Except in NO PLACE in the copy did it mention that Alice, the amnesiac who's lost ten years, has a sister who suffers recurrent miscarriages and has done 8 rounds of IVF over the past 8 years, without a take-home baby. Her sister's grief and the transformation that probably took place gradually but Alice is seeing in one fell swoop thanks to her amnesia that has her inexplicably sadder, chubbier, and more bitter is slowly revealed. I don't think this is a spoiler, because if you have suffered infertility you will IMMEDIATELY know what's up with Elizabeth. IMMEDIATELY. And if you have suffered infertility, Elizabeth's situation will make you cry. I won't tell you how it all ends, but I will tell you that struggling with the options of continuing treatment, choosing to live child-free, or choosing to attempt parenting through adoption is on the table in this book. It is handled fairly sensitively and I must say that Liane Moriarty just has to have suffered infertility herself or has a very close friend who has. Because she is dead on. I can't share quotes because of spoilers, but she does beautifully with:
- Feeling sadness at mourning children that never were but you feel their loss tremendously
- Feeling paralyzed by the silence of your home (HOLY HELL, Liane Moriarty, you were IN MY HEAD on that one)
- Feeling completely hopeless and needing to just sit somewhere in a state of numbness for a while
- Feeling ingracious about your bitterness over a success story's exuberant gushing that her kids were from IVF and that there is hope, which at times can feel worse because you know you should be happy at the hopefulness of someone else's success but really you just want to scream, "HOW NICE THAT YOU ARE SUCCESSFUL! THAT IN NO WAY PREDICTS MY OWN SUCCESS! You don't know how I feel ANYMORE!"
- Feeling insanely angry at other people's meddling, even if it is well-intended
- Enjoying the bitterness of fellow infertile friends who "get it" and don't encourage you to be positive all the time, because sometimes you just want to wallow in the negativity and/or be super bitchy about the Fertiles
- Not being able to trust a positive pee stick, or hopeful twinges, whatsoever

The list goes on and on and on and on. It was fantastic. BUT, it needed a freaking trigger warning, because this is one book that if I was in a different place, a struggling-through-IVF place, I would be throwing against the freaking wall. And as it was, I sobbed quietly through the resolution of Elizabeth's struggles. It was a little too real not to.
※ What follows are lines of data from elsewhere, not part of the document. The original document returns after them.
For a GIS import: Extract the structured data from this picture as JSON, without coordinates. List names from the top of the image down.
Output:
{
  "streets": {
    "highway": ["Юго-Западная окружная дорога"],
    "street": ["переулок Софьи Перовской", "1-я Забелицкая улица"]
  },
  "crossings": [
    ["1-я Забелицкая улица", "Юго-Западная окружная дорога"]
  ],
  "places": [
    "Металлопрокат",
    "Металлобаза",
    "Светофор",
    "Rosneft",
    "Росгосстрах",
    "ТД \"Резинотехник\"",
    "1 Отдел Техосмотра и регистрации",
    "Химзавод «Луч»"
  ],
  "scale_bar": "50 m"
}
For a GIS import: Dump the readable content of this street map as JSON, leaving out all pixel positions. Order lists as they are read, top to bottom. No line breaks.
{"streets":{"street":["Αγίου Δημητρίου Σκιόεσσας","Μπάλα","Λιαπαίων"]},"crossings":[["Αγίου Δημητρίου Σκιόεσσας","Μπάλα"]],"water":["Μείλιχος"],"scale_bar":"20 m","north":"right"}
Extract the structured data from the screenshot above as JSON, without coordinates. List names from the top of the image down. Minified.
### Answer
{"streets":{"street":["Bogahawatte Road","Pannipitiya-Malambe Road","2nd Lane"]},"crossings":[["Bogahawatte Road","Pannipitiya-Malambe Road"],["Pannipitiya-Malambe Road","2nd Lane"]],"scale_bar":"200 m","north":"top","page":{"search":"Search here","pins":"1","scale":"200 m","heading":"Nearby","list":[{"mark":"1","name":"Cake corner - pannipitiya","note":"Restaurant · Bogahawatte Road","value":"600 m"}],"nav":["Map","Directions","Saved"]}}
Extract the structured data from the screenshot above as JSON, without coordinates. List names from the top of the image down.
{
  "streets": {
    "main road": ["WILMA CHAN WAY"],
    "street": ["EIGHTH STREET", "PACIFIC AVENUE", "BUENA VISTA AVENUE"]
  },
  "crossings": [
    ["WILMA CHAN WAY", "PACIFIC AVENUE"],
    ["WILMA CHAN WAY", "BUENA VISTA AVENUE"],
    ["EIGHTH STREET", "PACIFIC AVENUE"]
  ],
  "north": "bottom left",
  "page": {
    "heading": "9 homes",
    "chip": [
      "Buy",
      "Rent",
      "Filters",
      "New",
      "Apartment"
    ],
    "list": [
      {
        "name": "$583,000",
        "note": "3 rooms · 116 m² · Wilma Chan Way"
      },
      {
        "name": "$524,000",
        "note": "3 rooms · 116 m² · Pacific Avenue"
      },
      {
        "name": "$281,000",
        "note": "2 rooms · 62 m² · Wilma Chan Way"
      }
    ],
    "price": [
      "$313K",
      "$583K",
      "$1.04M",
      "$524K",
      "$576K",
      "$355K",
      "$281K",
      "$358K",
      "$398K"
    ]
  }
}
There you have it. Three books IN A ROW that had unadvertised infertility plotlines. I survived them, and actually appreciated the sensitivity involved with all of them, which is rare (but maybe is becoming more prevalent?). They didn't ruin my escape 100%, but I feel I have done a public service by letting you know what lurks within these excellent books, waiting to sneak attack the next unsuspecting infertile to open their pages.

And now, off to decide whether or not I should become an evil queen.